I am a Good Goy Now; I Believe in Yoshke, Pray to Getchkas and Eat Chazor Traif


Here is a poem by the converso Anton de Montoro (1404-77):


O sad, bitter clothes-peddler
Who does not feel your sorrow!
Here you are, sixty years of age,
And have always said (to the Virgin):
"You remained immaculate,"
And have never sworn (directly) by the Creator.
I recite the credo, I worship
Pots full of greasy pork,
I eat bacon half-cooked,
Listen to Mass, cross myself
While touching holy waters –
And never could I kill
These traces of the confeso (pejorative for Converso)

With my knees bent
And in great devotion
In days set for holiness
I pray, rosary in hand,
Reciting the beads of the Passion,
Adoring the God-and-Man
As my highest Lord,
And because of the remnants of my guilt
I cannot lose the name
Of an old Jewish son of a whore (puto).

(Yirmiyahu Yovel, The Other Within: The Marranos - Split Identity and Emerging Modernity pg. 112)

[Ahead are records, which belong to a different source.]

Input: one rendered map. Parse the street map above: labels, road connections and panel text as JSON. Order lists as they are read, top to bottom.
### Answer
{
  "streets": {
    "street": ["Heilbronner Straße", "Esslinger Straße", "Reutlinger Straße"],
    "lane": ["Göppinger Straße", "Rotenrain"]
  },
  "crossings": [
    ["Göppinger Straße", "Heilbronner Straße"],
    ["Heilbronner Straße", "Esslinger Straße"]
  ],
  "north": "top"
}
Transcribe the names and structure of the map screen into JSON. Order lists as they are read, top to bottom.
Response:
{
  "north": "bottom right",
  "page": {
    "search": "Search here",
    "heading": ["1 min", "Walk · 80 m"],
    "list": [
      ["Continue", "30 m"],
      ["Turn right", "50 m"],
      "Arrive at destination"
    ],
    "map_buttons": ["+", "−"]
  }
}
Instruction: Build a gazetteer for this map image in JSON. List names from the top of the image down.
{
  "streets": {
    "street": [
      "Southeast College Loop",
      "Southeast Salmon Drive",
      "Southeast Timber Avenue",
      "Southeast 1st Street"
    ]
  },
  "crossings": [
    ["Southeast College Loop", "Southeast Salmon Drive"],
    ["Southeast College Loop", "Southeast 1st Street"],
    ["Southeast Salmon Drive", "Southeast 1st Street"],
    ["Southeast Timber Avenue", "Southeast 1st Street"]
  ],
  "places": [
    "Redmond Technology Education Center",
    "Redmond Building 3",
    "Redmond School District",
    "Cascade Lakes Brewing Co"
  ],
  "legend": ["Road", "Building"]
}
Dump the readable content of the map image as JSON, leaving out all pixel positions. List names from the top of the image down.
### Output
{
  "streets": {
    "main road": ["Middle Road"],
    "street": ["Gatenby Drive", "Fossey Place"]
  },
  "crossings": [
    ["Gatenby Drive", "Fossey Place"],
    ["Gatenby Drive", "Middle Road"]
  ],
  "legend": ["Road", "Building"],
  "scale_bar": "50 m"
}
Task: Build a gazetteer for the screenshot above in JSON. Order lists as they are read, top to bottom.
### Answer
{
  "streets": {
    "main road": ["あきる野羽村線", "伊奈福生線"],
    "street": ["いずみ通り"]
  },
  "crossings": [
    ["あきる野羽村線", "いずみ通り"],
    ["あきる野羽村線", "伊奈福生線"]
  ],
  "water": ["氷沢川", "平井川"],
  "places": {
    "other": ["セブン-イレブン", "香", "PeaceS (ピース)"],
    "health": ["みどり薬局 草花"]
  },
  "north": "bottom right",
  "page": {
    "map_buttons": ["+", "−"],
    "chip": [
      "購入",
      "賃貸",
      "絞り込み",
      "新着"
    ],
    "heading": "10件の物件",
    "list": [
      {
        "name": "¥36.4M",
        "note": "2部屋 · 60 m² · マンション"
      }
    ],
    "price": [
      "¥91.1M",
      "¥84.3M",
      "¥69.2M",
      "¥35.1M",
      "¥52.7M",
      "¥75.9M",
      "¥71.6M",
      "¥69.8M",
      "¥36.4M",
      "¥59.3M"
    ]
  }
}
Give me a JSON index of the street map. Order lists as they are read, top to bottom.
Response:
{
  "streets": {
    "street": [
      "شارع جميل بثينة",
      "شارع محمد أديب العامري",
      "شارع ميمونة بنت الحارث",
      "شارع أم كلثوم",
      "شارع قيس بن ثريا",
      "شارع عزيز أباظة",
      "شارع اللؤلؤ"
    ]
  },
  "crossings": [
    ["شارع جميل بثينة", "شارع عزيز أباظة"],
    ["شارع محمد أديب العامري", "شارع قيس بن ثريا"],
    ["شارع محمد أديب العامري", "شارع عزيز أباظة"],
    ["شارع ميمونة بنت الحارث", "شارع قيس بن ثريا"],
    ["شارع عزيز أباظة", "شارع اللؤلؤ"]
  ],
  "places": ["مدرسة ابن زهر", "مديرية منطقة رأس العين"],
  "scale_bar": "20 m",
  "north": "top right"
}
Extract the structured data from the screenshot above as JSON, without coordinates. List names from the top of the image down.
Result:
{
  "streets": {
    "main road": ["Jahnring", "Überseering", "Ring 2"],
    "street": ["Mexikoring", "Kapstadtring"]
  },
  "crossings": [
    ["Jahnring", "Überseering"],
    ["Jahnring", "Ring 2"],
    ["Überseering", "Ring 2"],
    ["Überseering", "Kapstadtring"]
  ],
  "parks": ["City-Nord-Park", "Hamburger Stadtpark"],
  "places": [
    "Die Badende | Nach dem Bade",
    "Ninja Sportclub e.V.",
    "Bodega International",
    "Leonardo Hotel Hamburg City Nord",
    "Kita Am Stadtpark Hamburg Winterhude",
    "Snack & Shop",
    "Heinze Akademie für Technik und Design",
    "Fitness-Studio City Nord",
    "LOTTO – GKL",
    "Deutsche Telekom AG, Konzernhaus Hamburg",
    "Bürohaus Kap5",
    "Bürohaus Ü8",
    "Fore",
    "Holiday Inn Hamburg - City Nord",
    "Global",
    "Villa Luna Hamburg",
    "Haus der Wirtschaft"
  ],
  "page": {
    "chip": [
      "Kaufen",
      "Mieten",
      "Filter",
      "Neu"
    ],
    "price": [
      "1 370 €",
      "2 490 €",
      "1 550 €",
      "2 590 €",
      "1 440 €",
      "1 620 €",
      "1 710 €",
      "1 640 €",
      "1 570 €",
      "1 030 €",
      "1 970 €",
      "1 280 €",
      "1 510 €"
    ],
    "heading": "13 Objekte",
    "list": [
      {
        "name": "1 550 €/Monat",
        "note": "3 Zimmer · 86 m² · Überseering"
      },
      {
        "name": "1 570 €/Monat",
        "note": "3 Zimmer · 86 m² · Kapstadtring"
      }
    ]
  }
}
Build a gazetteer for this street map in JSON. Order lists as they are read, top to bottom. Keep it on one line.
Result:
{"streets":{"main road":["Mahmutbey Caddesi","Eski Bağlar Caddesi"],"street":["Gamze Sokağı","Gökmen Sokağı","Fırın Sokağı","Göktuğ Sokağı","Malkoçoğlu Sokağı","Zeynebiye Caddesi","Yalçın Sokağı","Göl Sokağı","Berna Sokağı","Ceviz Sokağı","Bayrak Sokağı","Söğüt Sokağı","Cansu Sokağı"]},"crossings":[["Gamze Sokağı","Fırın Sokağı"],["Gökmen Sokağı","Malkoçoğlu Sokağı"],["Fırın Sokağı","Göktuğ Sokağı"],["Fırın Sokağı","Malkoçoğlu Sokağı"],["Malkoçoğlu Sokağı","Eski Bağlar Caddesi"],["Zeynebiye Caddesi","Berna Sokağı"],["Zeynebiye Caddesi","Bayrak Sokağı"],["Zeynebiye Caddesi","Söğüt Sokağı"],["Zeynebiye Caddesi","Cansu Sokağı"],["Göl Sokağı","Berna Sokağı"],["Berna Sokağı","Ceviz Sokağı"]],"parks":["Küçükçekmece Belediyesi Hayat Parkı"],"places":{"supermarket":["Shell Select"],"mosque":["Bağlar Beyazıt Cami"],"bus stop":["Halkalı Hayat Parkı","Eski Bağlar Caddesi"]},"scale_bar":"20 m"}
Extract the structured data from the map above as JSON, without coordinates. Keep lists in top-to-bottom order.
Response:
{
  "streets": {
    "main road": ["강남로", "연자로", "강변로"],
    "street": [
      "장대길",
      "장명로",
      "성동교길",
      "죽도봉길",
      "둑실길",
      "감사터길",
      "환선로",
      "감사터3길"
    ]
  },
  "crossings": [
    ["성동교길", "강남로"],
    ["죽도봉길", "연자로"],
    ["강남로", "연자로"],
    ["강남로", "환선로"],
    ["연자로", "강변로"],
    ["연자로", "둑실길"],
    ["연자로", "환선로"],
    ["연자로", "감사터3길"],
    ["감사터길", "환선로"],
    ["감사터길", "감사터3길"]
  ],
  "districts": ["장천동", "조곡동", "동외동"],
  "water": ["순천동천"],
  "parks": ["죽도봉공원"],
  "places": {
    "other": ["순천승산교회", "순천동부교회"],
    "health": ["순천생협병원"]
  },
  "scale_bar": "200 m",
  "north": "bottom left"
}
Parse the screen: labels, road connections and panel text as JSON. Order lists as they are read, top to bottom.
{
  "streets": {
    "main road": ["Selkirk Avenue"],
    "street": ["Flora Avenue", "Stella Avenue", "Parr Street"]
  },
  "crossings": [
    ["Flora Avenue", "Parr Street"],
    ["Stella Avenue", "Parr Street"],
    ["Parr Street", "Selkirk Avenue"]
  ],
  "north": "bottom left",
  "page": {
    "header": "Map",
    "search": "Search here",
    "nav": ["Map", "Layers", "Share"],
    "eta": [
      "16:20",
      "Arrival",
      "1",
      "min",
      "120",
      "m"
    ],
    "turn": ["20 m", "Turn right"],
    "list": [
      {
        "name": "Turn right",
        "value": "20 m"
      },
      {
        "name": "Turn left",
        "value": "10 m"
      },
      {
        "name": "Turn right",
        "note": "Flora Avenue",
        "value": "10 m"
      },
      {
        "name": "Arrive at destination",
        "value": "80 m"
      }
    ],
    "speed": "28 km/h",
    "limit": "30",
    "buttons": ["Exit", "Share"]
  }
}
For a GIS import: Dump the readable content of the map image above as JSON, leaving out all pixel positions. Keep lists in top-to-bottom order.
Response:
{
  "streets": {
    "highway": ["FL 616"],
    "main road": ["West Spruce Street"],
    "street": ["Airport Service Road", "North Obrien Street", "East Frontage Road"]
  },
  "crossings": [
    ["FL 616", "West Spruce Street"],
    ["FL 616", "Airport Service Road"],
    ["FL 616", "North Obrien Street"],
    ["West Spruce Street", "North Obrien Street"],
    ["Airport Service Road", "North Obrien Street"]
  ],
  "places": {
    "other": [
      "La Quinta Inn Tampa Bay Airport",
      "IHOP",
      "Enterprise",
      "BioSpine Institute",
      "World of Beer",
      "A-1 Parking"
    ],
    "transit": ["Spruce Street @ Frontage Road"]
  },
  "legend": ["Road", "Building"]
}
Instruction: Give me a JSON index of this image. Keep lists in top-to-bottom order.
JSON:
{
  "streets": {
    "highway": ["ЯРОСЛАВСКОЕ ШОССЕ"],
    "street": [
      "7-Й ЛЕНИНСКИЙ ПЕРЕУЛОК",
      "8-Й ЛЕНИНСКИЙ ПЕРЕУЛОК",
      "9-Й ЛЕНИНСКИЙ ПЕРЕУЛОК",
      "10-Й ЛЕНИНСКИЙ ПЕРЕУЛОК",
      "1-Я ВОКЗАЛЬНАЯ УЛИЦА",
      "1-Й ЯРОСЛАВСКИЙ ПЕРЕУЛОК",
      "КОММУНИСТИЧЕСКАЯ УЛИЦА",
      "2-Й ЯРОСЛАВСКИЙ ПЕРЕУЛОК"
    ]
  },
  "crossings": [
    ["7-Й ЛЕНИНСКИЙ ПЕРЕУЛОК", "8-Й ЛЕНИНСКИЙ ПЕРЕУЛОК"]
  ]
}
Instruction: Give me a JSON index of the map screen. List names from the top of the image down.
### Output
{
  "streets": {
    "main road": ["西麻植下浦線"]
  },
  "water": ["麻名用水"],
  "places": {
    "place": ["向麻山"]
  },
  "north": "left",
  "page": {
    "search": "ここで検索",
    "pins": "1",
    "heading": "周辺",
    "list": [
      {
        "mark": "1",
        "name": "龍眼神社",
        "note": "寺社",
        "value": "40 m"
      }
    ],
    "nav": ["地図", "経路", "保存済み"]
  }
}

So do we believe that this man was sincere in his profession of Catholicism; was he a secret Jew or just an all-round religious cynic?

1 comment:

Clarissa said...

I think the poet is ridiculing the whole idea of a religious conversion in a very bitter, sarcastic way. "I worship
Pots full of greasy pork,
I eat bacon half-cooked" sounds like the perfect way of reducing the whole idea of Christianity ad absurdum. This kind of mocking bitterness is characteristic of most of the greatest works of the Spanish literature in that period, since most were created by conversos.

I'll inlcude this poem for analysis in my next Hispanic Civilization class. Let's see how the students respond.